Only $470 million has been doled out by Union Carbide Corporation as compensation to the victims of the Bhopal gas tragedy, one of the world’s worst industrial disasters. On Dec. 2, 1984, 27 tons of methyl isocyanate leaked into the city of Bhopal in central India, killing 25,000 people to date, with 120,000 still suffering from air and water pollution. Dow Chemical Company, which merged with Union Carbide in 2001, denies any liability for the incident. It continues to evade Indian courts and the demand for compensation. Almost three decade since the accident, Bhopalis await justice.
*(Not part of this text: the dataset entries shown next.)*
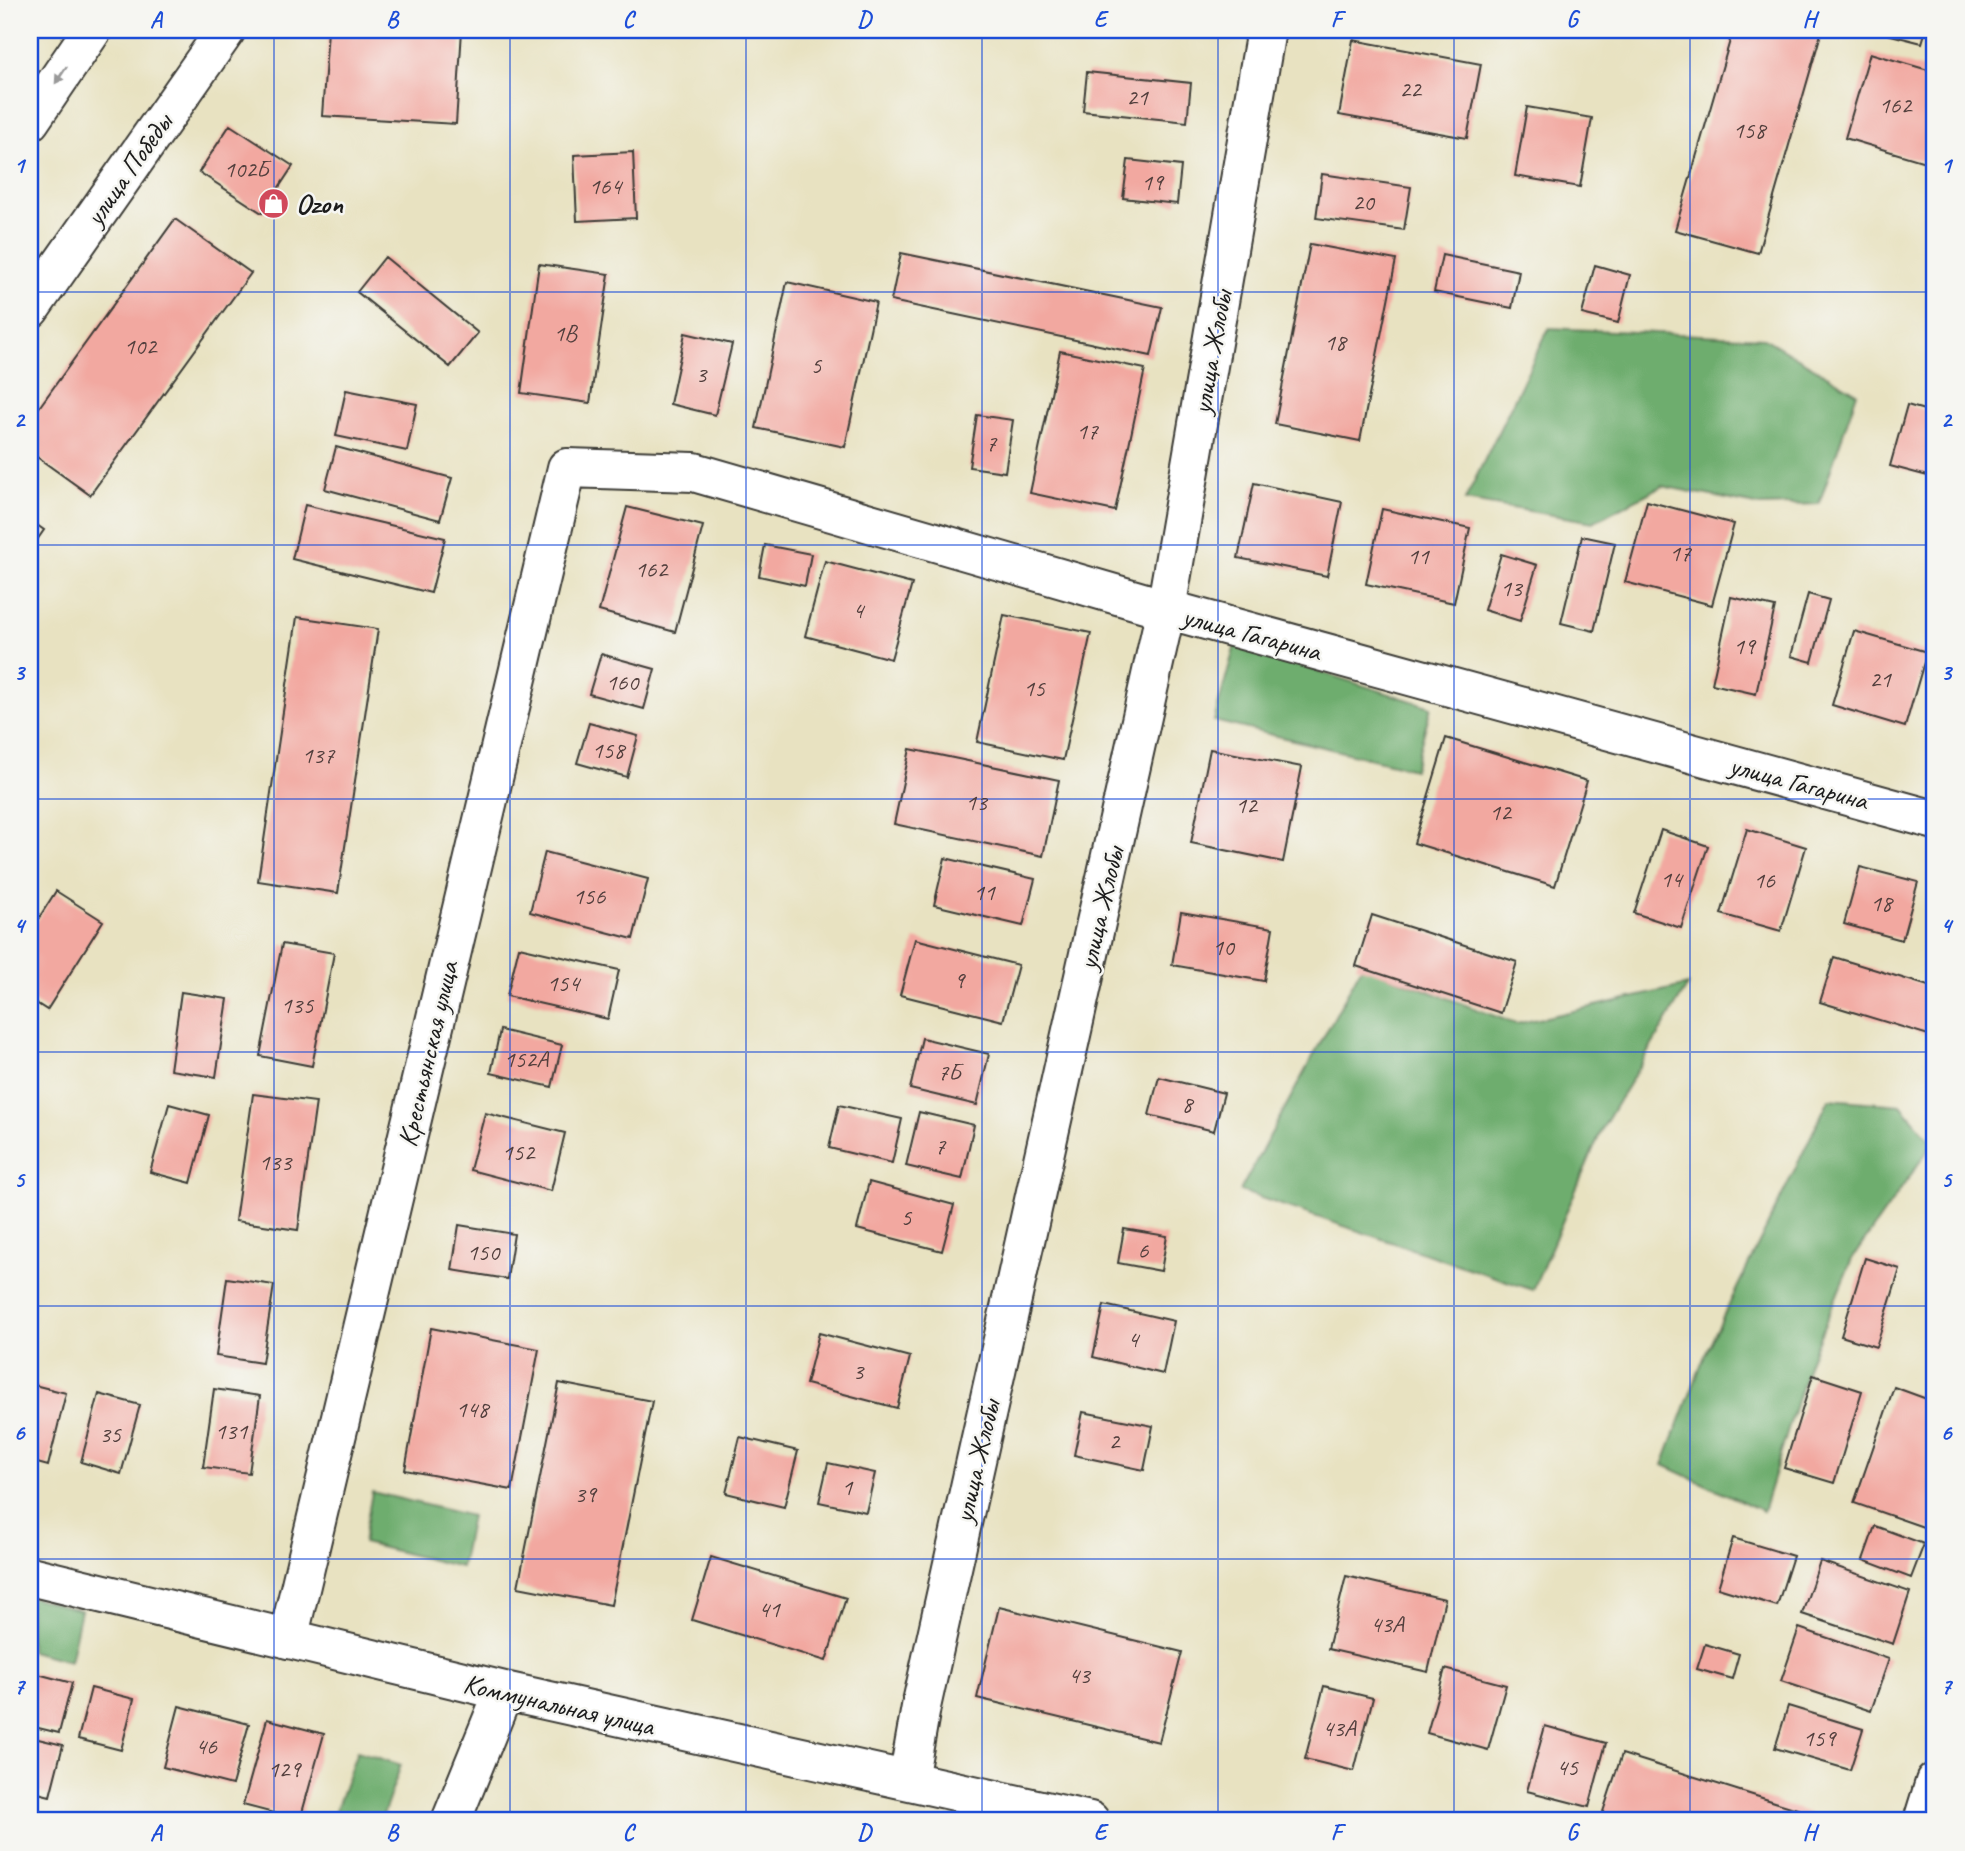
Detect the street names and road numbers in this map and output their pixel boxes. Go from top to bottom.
street label: улица Победы [76,104,181,234]
street label: улица Жлобы [1183,285,1240,419]
street label: улица Гагарина [1177,598,1327,669]
street label: улица Гагарина [1724,747,1874,818]
street label: улица Жлобы [1069,841,1132,975]
street label: Крестьянская улица [389,956,466,1150]
street label: улица Жлобы [945,1394,1008,1528]
street label: Коммунальная улица [460,1666,659,1744]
A horrible disaster, a worse injustice thereafter.

Time and again, corporations have tried to save face by sponsoring sporting events and launching humanitarian foundations. Dow Chemical was the worldwide partner for the London Olympics in 2012. But wouldn’t taking up responsibility for accidents and cleaning up the mess be a better and more credible PR exercise to impress their audience?

But that audience surely does not include workers. At a 2011 meeting to find ways to improve safety at Bangladesh garment factories, according to Bloomberg News, Walmart and Gap officials told attendees that they were not willing to participate in paying for the electrical and fire safety of the 4,500 garment factories in the country. This, they said, was financially nonviable. But the Washington-based Worker Rights Consortium has found that such essential safety upgrades would cost just 10 cents per garment. Yet, for Walmart, which has been reported to outsource the making of garments worth more than $1 billion a year in Bangladesh, saving 10 cents per item appears to be more important than the safety of the workers.
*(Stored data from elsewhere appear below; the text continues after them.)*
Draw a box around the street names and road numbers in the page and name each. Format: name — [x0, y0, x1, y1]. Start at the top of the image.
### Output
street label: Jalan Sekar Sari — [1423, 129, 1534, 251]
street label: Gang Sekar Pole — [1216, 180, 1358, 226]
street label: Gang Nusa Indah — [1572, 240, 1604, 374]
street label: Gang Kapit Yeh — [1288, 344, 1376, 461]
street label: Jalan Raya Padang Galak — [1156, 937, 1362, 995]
Walmart rides high on its popularity in the United States. With economics and numbers fueling a company’s growth, might it be possible for Walmart’s customer base to demand their favorite store act more responsibly, even as they continue to enjoy its competitively low prices? Perhaps it is up to its customers to decide if 10 cents for a garment is more expensive than the safety of the person who makes it under pathetic conditions. A new wave of safety reforms is also needed, along with a corporate social responsibility that goes beyond events sponsorships and colorful brochures with photographs of smiling children.